Hi, Øyvind,
This is all very helpful feedback. Thank you.
On 11/12/2021 21:45, Øyvind Gjesdal wrote:
I'm trying out tdb2.xloader on an openstack vm, loading the
wikidata truthy
dump downloaded 2021-12-09.
This is the 4.3.0 xloader?
There are improvements in 4.3.1. Since that release was going out,
including using less temporary space, the development version got
merged in. It has had some testing.
It compresses the triples.tmp and intermediate sort files in the
index stage making the peak usage much smaller.
The instance is a vm created on the Norwegian Research and
Education Cloud,
an openstack cloud provider.
Instance type:
32 GB memory
4 CPU
I using similar on a 7 year old desktop machine, SATA disk.
I haven't got a machine I can dedicate to the multi-day load. I'll
try to find a way to at least push it though building the node table.

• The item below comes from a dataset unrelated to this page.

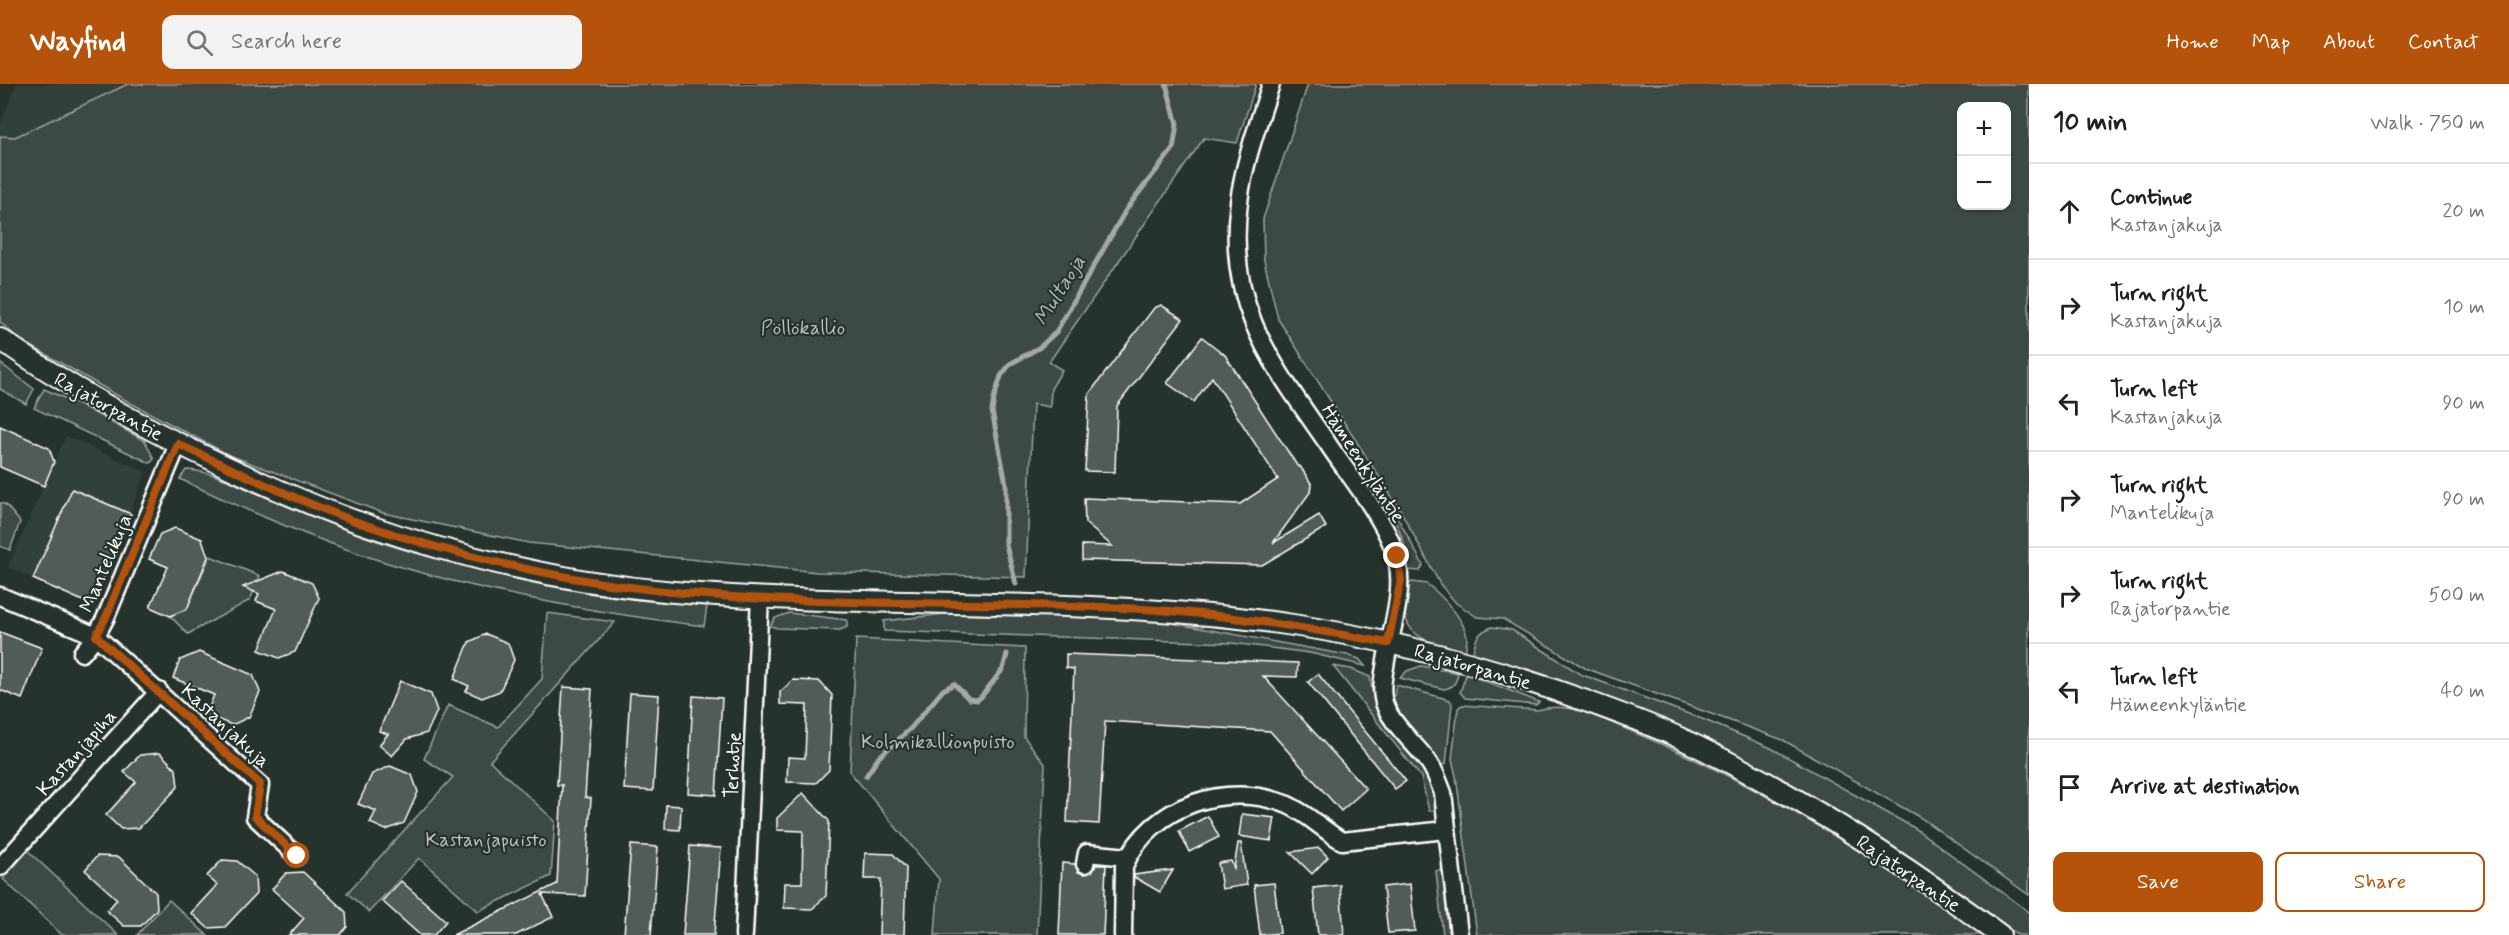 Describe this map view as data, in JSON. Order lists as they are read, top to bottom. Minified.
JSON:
{"streets":{"main road":["Rajatorpantie"],"street":["Hämeenkyläntie","Mantelikuja","Kastanjakuja","Kastanjapiha","Terhotie"]},"crossings":[["Rajatorpantie","Hämeenkyläntie"],["Rajatorpantie","Mantelikuja"],["Rajatorpantie","Terhotie"],["Mantelikuja","Kastanjakuja"],["Kastanjakuja","Kastanjapiha"]],"water":["Multaoja"],"parks":["Pöllökallio","Kolmikallionpuisto","Kastanjapuisto"],"page":{"header":"Wayfind","search":"Search here","nav":["Home","Map","About","Contact"],"heading":["10 min","Walk · 750 m"],"map_buttons":["+","−"],"list":[["Continue","Kastanjakuja","20 m"],["Turn right","Kastanjakuja","10 m"],["Turn left","Kastanjakuja","90 m"],["Turn right","Mantelikuja","90 m"],["Turn right","Rajatorpantie","500 m"],["Turn left","Hämeenkyläntie","40 m"],"Arrive at destination"],"buttons":["Save","Share"]}}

Loading the first 1B of truthy:
1B triples , 40kTPS , 06h 54m 10s
The database is 81G and building needs an addition 11.6G for
workspace for a total of 92G (+ the data file).
While smaller, its seems bz2 files are much slower to decompress so
I've been using gz files.
My current best guess for 6.4B truthy is
Temp 96G
Database 540G
Data 48G
Total: 684G -- peak disk needed
based on scaling up 1B truthy. Personally, I would make sure there
was more space. Also - I don't know if the shape of the data is
sufficiently uniform to make scaling predictable. The time doesn't
scale so simply.
This is the 4.3.1 version - the 4.3.0 uses a lot more disk space.
Compression reduces the size of triples.tmp -- the related sort
temporary files which add up to the same again -- 1/6 of the size.
The storage used for dump + temp files is mounted as a separate
900GB
volume and is mounted on /var/fuseki/databases
.The type of storage is described as
*mass-storage-default*: Storage backed by spinning hard drives,
available to everybody and is the default type.
with ext4 configured. At the moment I don't have access to the faster
volume type mass-storage-ssd. CPU and memory are not dedicated, and
can be
overcommitted.
"overcommitted" may be a problem.
While it's not "tdb2 loader parallel" it does use a continuous CPU
in several threads.
For memory - "it's complicated".
The java parts only need say 2G. The sort is set to "buffer 50%
--parallel=2" and the java pipes into sort, that's another thread. I
think the effective peak is 3 active threads and they'll all be at
100% for some of the time.
So it's going to need 50% of RAM + 2G for a java proces, +OS.
It does not need space for memory mapped files (they aren't used at
all in the loading process and I/O is sequential.
If that triggers over commitment swap out, the performance may go
down a lot.
For disk - if that is physically remote, it should not a problem
(famous last words). I/O is sequential and in large continuous
chunks - typical for batch processing jobs.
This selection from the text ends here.